Vascular systems consist of xylem tissue, which transports water and minerals, and phloem tissue, which transports sugars and proteins. With the vascular system, there appeared leaves—large photosynthetic organs—and roots to absorb water from the ground. The seedless vascular plants include club mosses, which are the most primitive; whisk ferns, which lost leaves and roots by reductive evolution; horsetails, and ferns.
14.3 Seed Plants: Gymnosperms
Gymnosperms are heterosporous seed plants that produce naked seeds. They appeared in the Carboniferous period (359–299 million years ago) and were the dominant plant life during the Mesozoic era (251–65.5 million years ago). Modern-day gymnosperms belong to four divisions. The division Coniferophyta—the conifers—are the predominant woody plants at high altitudes and latitudes. Cycads resemble palm trees and grow in tropical climates. Gingko biloba is the only species of the division Gingkophyta. The last division, the Gnetophytes, is a diverse group of species that produce vessel elements in their wood.

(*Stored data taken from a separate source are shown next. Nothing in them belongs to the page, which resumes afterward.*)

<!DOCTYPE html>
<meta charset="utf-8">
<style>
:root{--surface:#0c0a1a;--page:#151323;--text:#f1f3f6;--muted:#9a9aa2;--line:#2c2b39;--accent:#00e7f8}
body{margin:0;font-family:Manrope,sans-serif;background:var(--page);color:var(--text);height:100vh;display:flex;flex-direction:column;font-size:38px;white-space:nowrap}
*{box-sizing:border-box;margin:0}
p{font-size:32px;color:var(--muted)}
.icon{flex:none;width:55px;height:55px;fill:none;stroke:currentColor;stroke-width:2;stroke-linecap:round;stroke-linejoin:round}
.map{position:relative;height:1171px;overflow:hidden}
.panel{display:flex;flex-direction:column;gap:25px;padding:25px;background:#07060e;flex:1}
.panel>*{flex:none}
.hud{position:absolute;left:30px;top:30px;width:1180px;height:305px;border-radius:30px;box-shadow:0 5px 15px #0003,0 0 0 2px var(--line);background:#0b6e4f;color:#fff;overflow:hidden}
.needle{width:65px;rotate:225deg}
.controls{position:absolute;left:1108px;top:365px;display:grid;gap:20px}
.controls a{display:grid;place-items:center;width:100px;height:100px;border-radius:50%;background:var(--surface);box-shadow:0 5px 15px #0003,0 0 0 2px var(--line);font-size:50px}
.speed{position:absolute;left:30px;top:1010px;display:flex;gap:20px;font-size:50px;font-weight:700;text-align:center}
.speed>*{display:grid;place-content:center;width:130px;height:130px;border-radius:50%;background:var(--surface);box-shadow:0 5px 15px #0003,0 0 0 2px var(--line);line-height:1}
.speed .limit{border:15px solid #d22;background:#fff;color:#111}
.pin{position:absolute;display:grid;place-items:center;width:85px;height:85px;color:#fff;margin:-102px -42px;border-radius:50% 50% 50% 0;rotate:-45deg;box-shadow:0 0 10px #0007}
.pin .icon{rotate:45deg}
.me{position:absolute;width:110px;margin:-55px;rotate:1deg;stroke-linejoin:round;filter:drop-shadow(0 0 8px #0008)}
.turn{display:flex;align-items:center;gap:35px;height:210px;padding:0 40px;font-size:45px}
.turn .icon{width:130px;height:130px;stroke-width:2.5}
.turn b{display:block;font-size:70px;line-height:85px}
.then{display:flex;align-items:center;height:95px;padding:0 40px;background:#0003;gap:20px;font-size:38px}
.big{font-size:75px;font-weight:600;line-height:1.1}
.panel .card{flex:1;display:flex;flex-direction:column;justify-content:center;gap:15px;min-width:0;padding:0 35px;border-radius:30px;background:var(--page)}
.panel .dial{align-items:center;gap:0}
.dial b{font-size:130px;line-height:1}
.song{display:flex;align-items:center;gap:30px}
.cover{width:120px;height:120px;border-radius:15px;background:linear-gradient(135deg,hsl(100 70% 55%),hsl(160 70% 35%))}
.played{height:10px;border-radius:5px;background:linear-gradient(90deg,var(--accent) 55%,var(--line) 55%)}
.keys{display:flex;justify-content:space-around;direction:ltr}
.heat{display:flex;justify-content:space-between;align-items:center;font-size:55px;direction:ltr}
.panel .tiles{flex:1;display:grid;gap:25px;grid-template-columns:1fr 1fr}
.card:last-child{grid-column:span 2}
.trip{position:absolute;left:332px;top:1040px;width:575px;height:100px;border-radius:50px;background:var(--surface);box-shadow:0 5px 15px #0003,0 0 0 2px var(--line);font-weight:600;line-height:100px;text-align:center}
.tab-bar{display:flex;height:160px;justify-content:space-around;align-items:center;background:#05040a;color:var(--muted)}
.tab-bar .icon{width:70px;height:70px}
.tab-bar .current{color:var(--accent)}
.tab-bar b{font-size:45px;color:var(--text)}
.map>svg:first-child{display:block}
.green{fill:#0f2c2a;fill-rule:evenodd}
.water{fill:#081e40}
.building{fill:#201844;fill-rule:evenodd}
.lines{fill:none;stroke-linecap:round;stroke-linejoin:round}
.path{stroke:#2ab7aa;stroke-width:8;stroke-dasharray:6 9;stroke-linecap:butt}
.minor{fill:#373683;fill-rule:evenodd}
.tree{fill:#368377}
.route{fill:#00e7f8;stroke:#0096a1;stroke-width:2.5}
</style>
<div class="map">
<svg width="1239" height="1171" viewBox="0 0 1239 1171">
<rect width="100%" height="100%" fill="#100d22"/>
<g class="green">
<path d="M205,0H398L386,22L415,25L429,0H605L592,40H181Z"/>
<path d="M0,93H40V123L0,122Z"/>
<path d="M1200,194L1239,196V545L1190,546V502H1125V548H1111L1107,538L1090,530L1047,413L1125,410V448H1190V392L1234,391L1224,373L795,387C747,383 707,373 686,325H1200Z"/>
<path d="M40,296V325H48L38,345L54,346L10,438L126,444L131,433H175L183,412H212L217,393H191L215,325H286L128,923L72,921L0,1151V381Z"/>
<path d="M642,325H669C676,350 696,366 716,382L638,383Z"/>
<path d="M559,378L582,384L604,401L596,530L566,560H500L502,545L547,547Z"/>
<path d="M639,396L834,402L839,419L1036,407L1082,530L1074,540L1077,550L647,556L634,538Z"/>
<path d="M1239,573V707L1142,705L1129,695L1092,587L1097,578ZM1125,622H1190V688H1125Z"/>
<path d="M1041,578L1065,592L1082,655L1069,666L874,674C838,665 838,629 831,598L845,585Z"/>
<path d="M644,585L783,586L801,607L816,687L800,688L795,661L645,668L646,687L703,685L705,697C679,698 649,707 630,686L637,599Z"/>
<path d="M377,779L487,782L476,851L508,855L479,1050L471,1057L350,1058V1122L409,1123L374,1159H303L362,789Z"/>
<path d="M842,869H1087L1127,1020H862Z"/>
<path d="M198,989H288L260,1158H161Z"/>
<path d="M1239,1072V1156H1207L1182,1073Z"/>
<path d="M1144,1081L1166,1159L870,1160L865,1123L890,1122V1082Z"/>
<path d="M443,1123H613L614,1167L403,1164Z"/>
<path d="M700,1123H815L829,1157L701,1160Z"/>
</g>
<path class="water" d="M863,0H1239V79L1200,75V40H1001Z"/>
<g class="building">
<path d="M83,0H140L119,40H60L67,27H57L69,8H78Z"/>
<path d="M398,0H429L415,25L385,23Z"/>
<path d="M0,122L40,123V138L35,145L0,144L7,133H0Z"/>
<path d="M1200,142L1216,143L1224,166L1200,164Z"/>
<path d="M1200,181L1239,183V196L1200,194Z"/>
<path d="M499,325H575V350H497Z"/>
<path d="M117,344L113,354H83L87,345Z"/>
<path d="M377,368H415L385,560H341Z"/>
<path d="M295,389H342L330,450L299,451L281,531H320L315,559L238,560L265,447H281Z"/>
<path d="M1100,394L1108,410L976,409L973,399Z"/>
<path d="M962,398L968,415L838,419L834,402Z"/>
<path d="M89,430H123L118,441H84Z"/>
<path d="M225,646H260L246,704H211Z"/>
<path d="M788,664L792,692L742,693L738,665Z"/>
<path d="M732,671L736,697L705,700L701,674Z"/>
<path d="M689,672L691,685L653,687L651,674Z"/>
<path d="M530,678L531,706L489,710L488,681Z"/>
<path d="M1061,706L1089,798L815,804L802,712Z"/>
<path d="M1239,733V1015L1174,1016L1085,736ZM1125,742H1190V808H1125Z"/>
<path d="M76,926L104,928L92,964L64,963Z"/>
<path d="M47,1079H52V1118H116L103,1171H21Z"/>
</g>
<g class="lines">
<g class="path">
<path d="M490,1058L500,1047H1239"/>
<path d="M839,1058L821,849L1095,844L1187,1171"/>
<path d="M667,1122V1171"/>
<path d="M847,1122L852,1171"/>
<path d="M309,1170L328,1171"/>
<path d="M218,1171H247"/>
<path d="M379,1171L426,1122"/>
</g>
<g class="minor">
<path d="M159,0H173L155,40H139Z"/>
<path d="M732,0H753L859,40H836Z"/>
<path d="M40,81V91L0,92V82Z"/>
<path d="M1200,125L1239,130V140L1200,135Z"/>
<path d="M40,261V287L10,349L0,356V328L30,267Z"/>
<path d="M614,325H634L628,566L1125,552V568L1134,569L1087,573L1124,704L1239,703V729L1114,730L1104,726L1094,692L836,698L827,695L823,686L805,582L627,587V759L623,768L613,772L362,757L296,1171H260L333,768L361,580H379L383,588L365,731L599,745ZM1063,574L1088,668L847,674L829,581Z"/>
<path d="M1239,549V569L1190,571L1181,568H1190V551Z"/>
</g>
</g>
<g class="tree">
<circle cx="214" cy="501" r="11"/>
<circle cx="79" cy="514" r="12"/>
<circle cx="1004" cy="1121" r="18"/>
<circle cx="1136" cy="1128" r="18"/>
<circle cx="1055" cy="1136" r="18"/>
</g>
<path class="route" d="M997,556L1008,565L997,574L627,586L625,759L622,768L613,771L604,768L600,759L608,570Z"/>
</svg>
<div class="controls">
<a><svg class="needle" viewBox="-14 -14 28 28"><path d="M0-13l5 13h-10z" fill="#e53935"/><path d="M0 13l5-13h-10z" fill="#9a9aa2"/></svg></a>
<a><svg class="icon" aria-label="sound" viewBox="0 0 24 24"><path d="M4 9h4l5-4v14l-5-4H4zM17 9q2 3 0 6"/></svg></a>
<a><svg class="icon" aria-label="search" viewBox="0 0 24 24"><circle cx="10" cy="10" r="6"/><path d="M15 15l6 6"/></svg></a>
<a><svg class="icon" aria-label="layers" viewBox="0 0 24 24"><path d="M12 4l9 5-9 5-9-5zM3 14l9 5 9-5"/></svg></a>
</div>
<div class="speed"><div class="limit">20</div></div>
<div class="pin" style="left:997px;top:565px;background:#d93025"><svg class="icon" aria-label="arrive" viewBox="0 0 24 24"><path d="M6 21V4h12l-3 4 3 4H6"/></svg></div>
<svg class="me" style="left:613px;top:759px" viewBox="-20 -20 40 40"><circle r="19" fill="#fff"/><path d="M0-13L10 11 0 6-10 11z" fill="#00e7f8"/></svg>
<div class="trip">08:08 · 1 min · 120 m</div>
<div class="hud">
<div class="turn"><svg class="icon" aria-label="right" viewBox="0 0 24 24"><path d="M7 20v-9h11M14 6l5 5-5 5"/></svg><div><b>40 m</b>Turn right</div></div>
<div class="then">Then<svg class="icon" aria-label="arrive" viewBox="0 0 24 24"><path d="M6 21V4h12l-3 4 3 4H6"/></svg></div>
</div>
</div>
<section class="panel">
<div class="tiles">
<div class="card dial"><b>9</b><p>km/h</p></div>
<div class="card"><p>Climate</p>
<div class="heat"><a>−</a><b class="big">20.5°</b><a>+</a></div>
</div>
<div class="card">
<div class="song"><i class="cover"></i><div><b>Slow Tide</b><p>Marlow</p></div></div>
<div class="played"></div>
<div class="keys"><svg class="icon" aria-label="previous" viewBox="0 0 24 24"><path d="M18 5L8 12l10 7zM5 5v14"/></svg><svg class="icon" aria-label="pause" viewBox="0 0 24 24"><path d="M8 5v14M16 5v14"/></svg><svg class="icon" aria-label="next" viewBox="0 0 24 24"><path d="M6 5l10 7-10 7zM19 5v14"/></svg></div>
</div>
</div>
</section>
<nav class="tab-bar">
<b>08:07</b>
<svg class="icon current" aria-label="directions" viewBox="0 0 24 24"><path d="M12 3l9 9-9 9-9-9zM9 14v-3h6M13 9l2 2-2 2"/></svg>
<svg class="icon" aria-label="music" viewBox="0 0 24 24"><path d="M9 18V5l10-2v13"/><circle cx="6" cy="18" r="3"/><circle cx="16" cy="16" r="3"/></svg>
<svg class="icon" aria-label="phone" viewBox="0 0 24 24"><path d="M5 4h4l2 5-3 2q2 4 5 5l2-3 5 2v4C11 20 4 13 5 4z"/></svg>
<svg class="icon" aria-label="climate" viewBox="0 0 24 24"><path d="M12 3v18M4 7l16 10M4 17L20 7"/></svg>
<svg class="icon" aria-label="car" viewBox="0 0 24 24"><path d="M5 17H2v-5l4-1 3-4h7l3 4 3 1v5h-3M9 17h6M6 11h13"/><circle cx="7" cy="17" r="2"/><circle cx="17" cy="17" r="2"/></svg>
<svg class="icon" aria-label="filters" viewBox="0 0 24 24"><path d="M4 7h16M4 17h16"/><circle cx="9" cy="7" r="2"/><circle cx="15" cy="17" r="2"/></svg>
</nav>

14.4 Seed Plants: Angiosperms
Angiosperms are the dominant form of plant life in most terrestrial ecosystems, comprising about 90 percent of all plant species. Most crop and ornamental plants are angiosperms. Their success results, in part, from two innovative structures: the flower and the fruit. Flowers are derived evolutionarily from modified leaves. The main parts of a flower are the sepals and petals, which protect the reproductive parts: the stamens and the carpels. The stamens produce the male gametes, which are pollen grains. The carpels contain the female gametes, which are the eggs inside ovaries. The walls of the ovary thicken after fertilization, ripening into fruit that can facilitate seed dispersal.
Angiosperms’ life cycles are dominated by the sporophyte stage. Double fertilization is an event unique to angiosperms. The flowering plants are divided into two main groups—the monocots and eudicots—according to the number of cotyledons in the seedlings. Basal angiosperms belong to a lineage older than monocots and eudicots.